Law Hum Behav. 1998 Dec;22(6):655-69. doi: 10.1023/a:1025754706716.
The authors studied the relationship between confidence and accuracy in clinical assessments of psychiatric patients' short-term risk of violence. At the time of entry to the hospital, physicians (N = 78) estimated the probability that each of 317 patients would physically attack other people during the first week of psychiatric hospitalization. The clinicians also indicated the degree of confidence they had in their estimates of violence potential. Nurses rated the occurrence of inpatient physical assaults with the Overt Aggression Scale. The results showed that when clinicians had a high degree of confidence, their evaluations of risk of violence were strongly associated with whether or not patients became violent. At moderate levels of confidence, clinicians' risk estimates had a lower, but still substantial relationship with the later occurrence of violence. However, when clinicians had low confidence, their assessments of potential for violence had little relationship to whether or not the patients became violent. The findings suggest that the level of confidence that clinicians have in their evaluations is an important moderator of the predictive validity of their assessments of patients' potential for violence.

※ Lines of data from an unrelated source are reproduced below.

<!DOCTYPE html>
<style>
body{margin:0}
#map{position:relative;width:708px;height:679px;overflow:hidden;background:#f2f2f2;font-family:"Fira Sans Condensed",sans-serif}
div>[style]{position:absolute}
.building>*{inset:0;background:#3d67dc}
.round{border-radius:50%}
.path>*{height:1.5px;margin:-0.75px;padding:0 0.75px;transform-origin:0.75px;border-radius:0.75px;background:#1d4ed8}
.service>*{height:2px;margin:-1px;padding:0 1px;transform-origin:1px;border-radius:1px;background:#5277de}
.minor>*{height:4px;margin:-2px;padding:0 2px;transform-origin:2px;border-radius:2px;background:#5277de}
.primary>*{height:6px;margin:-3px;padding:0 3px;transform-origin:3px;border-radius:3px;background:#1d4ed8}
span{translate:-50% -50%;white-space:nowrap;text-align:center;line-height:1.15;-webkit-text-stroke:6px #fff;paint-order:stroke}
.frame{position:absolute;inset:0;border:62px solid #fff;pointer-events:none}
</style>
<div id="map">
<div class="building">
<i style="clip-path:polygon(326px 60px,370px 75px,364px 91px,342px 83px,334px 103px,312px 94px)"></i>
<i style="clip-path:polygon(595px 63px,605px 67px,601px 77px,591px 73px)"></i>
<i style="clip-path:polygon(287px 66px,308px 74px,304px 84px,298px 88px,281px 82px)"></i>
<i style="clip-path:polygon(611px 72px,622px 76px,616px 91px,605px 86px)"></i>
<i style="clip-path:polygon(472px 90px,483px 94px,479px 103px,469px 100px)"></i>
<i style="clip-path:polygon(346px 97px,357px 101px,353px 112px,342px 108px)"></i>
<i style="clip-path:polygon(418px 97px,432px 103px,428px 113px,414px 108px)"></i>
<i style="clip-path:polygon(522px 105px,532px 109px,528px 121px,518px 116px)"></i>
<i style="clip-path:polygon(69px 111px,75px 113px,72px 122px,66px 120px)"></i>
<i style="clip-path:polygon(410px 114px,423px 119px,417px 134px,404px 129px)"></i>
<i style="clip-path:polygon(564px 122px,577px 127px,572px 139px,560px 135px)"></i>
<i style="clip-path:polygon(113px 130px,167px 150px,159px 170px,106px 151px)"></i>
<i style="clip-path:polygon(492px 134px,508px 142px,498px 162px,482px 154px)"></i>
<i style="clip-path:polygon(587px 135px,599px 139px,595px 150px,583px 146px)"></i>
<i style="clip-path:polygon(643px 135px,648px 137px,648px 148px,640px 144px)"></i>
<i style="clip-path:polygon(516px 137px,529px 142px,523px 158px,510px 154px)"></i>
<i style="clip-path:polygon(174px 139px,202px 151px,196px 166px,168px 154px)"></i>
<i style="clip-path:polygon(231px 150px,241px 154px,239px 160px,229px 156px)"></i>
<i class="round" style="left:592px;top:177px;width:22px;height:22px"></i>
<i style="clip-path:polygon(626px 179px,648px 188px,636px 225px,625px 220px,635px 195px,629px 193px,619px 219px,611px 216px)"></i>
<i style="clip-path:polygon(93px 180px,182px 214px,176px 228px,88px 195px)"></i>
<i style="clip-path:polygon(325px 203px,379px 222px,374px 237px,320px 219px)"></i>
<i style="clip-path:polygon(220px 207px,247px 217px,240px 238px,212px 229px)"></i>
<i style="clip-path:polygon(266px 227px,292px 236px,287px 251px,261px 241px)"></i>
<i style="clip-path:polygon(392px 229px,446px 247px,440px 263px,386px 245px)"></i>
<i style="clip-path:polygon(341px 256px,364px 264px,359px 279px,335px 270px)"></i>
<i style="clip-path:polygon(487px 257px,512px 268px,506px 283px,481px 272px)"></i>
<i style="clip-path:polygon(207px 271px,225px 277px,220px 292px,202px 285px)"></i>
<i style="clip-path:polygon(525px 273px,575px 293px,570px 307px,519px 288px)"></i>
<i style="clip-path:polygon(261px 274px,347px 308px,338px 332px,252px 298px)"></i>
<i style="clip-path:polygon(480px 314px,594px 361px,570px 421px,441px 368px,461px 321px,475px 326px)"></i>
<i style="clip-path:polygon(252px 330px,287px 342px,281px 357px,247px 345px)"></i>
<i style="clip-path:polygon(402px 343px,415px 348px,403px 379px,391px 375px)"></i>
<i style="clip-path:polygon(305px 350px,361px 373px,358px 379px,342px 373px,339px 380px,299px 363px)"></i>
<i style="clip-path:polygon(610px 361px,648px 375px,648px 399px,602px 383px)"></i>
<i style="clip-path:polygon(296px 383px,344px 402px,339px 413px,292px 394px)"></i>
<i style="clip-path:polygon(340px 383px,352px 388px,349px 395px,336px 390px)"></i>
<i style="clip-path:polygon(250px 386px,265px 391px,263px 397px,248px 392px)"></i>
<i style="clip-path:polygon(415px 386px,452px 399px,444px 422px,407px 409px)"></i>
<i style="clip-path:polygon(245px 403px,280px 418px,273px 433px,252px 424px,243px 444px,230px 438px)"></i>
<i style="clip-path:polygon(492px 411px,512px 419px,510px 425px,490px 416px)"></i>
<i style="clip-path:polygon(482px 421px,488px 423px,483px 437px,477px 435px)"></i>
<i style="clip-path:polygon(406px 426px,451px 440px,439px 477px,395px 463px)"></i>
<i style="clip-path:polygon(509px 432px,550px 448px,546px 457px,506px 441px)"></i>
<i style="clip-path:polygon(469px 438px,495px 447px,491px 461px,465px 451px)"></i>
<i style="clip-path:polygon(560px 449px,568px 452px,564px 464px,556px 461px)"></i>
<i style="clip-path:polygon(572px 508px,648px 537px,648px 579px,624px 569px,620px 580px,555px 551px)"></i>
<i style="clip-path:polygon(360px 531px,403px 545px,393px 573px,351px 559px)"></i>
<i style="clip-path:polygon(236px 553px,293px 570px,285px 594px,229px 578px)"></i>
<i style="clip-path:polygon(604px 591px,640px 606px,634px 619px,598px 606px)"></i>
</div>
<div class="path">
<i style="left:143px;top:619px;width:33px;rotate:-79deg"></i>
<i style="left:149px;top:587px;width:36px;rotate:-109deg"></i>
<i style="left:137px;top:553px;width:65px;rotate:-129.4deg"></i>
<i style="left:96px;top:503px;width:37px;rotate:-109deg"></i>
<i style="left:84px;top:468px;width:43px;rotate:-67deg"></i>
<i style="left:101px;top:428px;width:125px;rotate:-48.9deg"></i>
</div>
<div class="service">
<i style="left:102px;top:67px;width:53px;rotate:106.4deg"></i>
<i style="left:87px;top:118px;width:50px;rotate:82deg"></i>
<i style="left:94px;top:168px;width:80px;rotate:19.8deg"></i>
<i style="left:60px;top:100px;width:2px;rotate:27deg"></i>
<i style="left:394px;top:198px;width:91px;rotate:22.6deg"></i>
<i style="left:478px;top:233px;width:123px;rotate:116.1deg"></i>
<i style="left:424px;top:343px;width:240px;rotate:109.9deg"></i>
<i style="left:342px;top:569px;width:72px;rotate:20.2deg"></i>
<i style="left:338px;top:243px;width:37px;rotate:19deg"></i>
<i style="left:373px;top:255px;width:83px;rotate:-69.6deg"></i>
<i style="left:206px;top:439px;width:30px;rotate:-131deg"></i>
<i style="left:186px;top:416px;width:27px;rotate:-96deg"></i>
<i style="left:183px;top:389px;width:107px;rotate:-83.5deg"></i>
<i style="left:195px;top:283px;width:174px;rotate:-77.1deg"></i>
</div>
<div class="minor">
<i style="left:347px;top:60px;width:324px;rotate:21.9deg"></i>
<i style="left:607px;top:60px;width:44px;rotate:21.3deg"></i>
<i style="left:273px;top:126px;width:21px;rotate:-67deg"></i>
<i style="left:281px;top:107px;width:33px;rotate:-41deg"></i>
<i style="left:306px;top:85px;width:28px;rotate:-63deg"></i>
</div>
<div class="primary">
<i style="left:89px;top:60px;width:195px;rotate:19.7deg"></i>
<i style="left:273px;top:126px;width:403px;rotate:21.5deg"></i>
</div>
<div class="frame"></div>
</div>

作者们研究了在对精神病患者短期暴力风险进行临床评估时,信心与准确性之间的关系。在患者入院时,78名医生对317名患者在精神科住院第一周内对他人进行身体攻击的可能性进行了估计。临床医生还表明了他们对暴力可能性估计的信心程度。护士使用 overt Aggression Scale(明显攻击量表)对住院患者身体攻击的发生情况进行评分。结果显示,当临床医生有高度信心时,他们对暴力风险的评估与患者是否会变得暴力密切相关。在中等信心水平时,临床医生的风险估计与后来暴力事件的发生有较低但仍很显著的关联。然而,当临床医生信心较低时,他们对暴力可能性的评估与患者是否变得暴力几乎没有关系。研究结果表明,临床医生对其评估的信心水平是其对患者暴力可能性评估预测效度的一个重要调节因素。